Which transit plan do you prefer?

  • Transit City

    Votes: 95 79.2%
  • Ford City

    Votes: 25 20.8%

  • Total voters
    120
However, as a counterpoint, both maps are correct in the fact that these are lines that are part of official transit plans. Whether they are funded or not is another question.

As much as you'd like to think, Ford's plan does not mention Eglinton nor does it support other lines like the DRL.
 
I have numerous quibbles with the graphic from the perspective of a transit nerd, but it is very effective in pointing out that the two subway extensions to Scarborough Town Centre do represent the sum total of his transit plan for this city. He's been very clear over the past few weeks that he is not open to compromise, either.
 
The point is about serving these people better. Moving them faster to where they want to go inherently boosts productivity, leading to higher economic returns.

Moving people more quickly to and from their place of employment may enhance their home/family life but has no bearing whatsoever on productivity or economic returns to the city or anyone else.

LRT and subways generate development along their corridors, leading to better neighbourhoods and a more beautiful city.

A lovely thought but there is no evidence to support it, neighbourhoods served by transit for as much as 100 years are still as drab and colourless as the day they were built. Transit of any description is not a city builder or developer, it is a utility.
 
You don't believe there's any connection between an employee having a happy home/family life and their productivity in the workplace?

Do you operate a nineteenth century factory?
 
You don't believe there's any connection between an employee having a happy home/family life and their productivity in the workplace?

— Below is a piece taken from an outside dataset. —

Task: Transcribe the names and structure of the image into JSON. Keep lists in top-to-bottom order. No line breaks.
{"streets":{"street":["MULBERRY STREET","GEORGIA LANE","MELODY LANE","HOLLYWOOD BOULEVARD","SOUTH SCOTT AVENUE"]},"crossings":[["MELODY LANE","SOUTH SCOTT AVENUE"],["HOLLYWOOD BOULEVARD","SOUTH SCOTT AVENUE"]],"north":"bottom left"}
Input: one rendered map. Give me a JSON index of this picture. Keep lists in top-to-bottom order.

Do you operate a nineteenth century factory?

Indeed. There is a very strong, well proven, correlation between employee happiness (both at home and in the workplace) and their productivity.
 
I have numerous quibbles with the graphic from the perspective of a transit nerd, but it is very effective in pointing out that the two subway extensions to Scarborough Town Centre do represent the sum total of his transit plan for this city. He's been very clear over the past few weeks that he is not open to compromise, either.

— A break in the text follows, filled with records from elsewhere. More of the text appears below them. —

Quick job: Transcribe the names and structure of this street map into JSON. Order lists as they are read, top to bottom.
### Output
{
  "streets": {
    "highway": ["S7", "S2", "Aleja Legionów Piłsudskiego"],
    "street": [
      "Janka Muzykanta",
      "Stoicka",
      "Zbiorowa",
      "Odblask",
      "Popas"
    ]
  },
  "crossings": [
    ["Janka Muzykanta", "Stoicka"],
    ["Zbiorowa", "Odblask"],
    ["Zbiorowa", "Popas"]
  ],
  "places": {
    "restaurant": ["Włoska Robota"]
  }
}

I think we should hold off a few weeks before passing judgment. I think he's trying to show that he's not open to compromise right now (like how the Transit City advocates won't open to compromise) in order to have more bargaining power to get more underground/elevated.
 
Take a walk along all the subway lines in person which will take you a few months to do and see what is on the surface that support these subway lines today.

You cannot take a walking tour of the Spadina Line as it in the middle of a highway, but take a walking tour of the area around the stations to see what there and it not nice.

Danforth has never recover since the streetcars were removed in 1966 for the subway. Parts of Bloor has seen recovery.

North York Centre which never had a station built for it in the first place when the line was built, sees close to 25,000 riders daily while other stations on all the lines see less than 10,000.

Just what would a recovered Danforth look like? It's one of the premiere business districts in the city...
 
It's misleading because it isn't an apples-to-apples comparison. It shows unfunded LRT lines like WWLRT and FWLRT and the portions of the Eglinton LRT that were already cut. Ooh, look, I can draw lines on a map too!
It shows the entire Transit City plan versus the entire Rob Ford plan (demonstrating the lack of fore-thinking Ford has). It shows the entire plan the Ontario government has approved and what Ford wants to build instead.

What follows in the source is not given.